“The sporting interest of the arrival of Lionel Messi in Paris remains untraceable”

Ihe PSG was waiting for its Messi and it was paradoxically granted: it did not have that of Barcelona. Six months after a resounding recruitment, the Argentinian is more a shadow of himself than he does to his teammates – if indeed that was to be feared.

After the match (finally) won by the Parisians against Real Madrid, Tuesday, February 15, the interpretations of the performance of the number 30 diverged. In progress according to some, with some nice passes; still just as insipid according to the others, with a missed penalty for the highlight of his match.

The disappointment is measured by his total of two goals scored in Ligue 1, to be weighed with his eight assists. The more in-depth report drawn up by The Team shows a spectacular drop in performance compared to previous seasons: successful dribbling, quality of shots, passes to the surface, almost all indicators are at half mast.

The Decline Hypothesis

The visual experience is no better. Messi no longer passes the defenders, seeks his place, bogs down the game in the axis. Saturday February 19 against Nantes, he made his longest run by going for a ball to take a free kick (finally left to Neymar).

With 18 seasons of top-flight football under his belt, Messi’s decline at 34 wouldn’t come as a surprise

Some, seeing him come back down in the midfield, hope that he will put some binder there, endorsing the panoply of his former teammates Iniesta or Xavi. Without their volume of play, it is very unlikely. Is it going backwards, or is it regressing? Messi having eighteen seasons of high-level, high-intensity football under his belt, his decline at 34 would not come as a surprise – although such a conclusion should still be guarded against.
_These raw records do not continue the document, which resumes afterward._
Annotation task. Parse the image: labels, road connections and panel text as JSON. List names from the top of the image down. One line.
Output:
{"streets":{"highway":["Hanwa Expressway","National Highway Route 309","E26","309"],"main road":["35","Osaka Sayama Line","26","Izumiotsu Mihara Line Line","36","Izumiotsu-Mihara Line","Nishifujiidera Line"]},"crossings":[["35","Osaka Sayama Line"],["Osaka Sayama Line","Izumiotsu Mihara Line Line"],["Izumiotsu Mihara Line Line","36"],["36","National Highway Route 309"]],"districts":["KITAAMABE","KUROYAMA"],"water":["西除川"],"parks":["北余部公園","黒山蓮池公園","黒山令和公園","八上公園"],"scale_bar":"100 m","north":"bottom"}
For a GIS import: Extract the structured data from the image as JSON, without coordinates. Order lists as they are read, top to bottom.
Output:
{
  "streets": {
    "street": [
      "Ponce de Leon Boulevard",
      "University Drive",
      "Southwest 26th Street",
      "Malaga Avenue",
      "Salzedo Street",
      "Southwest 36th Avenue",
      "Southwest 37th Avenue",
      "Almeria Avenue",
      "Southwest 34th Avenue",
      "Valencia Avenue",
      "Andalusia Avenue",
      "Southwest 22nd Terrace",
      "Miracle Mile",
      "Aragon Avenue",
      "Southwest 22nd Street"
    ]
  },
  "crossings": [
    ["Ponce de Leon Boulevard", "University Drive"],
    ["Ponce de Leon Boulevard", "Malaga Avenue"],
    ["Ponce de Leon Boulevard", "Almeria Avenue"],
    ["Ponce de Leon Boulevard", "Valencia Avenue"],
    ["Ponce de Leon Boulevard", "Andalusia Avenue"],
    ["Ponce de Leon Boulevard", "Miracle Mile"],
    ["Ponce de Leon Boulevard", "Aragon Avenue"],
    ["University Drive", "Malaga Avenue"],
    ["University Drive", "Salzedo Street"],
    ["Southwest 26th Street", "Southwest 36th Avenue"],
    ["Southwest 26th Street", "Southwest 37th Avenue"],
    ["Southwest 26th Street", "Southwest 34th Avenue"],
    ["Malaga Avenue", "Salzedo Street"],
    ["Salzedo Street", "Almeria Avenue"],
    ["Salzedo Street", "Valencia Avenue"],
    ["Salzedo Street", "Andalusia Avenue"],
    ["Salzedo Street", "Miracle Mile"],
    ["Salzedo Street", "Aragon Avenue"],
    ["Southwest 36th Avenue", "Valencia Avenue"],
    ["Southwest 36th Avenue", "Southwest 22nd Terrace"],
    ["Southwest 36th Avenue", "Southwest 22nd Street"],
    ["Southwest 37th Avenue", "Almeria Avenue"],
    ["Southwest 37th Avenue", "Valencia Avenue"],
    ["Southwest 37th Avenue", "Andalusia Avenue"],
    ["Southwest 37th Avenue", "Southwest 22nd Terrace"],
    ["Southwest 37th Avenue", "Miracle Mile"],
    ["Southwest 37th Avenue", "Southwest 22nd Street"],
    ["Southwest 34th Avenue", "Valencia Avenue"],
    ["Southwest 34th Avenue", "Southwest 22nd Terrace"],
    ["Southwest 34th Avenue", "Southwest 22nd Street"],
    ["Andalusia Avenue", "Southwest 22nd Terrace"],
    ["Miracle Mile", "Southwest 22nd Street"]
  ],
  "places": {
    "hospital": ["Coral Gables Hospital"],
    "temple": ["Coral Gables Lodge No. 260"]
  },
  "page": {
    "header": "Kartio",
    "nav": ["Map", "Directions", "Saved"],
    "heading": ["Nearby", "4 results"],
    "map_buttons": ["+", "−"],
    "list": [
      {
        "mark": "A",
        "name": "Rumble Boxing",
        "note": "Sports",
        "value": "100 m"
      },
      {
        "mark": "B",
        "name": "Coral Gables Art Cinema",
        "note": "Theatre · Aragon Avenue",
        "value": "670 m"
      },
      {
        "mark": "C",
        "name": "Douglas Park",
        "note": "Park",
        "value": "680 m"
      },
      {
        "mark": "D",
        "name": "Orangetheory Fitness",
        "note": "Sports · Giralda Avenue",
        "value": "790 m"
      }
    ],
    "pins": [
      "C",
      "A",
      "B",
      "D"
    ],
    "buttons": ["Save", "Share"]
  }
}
Other factors weigh indeed. Exile, far from FC Barcelona – both a cocoon and a whole club organized around him. The rigors of Ligue 1, which we mistakenly take for a bad championship, when it is difficult. The mismatch with a PSG team that didn’t need him, that didn’t progress with him and whose problems he even increased.

To achieve neither the development of the player nor a better quality of the Parisian game is an embarrassing record. Putting this in the liabilities of yet another failed coach in Paris no longer holds. Between the management of egos and the team compositions with imposed figures, we no longer know if a Neymar-Messi-Mbappé attack is still a chance when it is an obligation.

Aligned against the Nantes, the trio played well, but did not stave off defeat, and it once again illustrated the expression “a team cut in two”. The defensive inactivity and the very intermittent participation of Messi can only accentuate the imbalances in Paris.

The club that makes Messi play badly

Cristiano Ronaldo’s disputed contribution to Manchester United is a reminder that superstars can cannibalize both attention and the game plan. The last three Champions League winners – Liverpool, Bayern, Chelsea – have relied more on their collective qualities than on providential men.

On the media and commercial level, Messi’s arrival at PSG was a total success. From a sporting point of view, it has no tangible benefit.

PSG has been burdened with a status player, one more, and not the least: the “best in the world”, a living legend. Not establishing or replacing him during the match would not only constitute a crime of lèse-majesté, but also a disavowal for the club and its casting policy.

The tendency of Parisian leaders to line up stars like trophies in their shop windows compromises their ability to win them. By attracting Sergio Ramos (four games this season) at the same time as Messi, the club has eight Champions Leagues in its workforce, without seeming to increase its chances of registering one on its list.

The sporting interest of the arrival of Messi remains untraceable for the time being. Kylian Mbappé may do it, we are far from the “best team in the world” prematurely celebrated in the summer of 2021. From a media and commercial point of view, the operation was a total success. From a sporting point of view, it offers no tangible benefit. Image-wise, PSG must now avoid making history as the club that made Lionel Messi play badly.

To see him doing extras most of the time, we must bet on his return to the forefront during the last acts. Paris playing its season in the Champions League over a handful of matches, two or three brilliant strokes from Messi in the last four of the competition will be enough to save the storytelling of this adventurous union.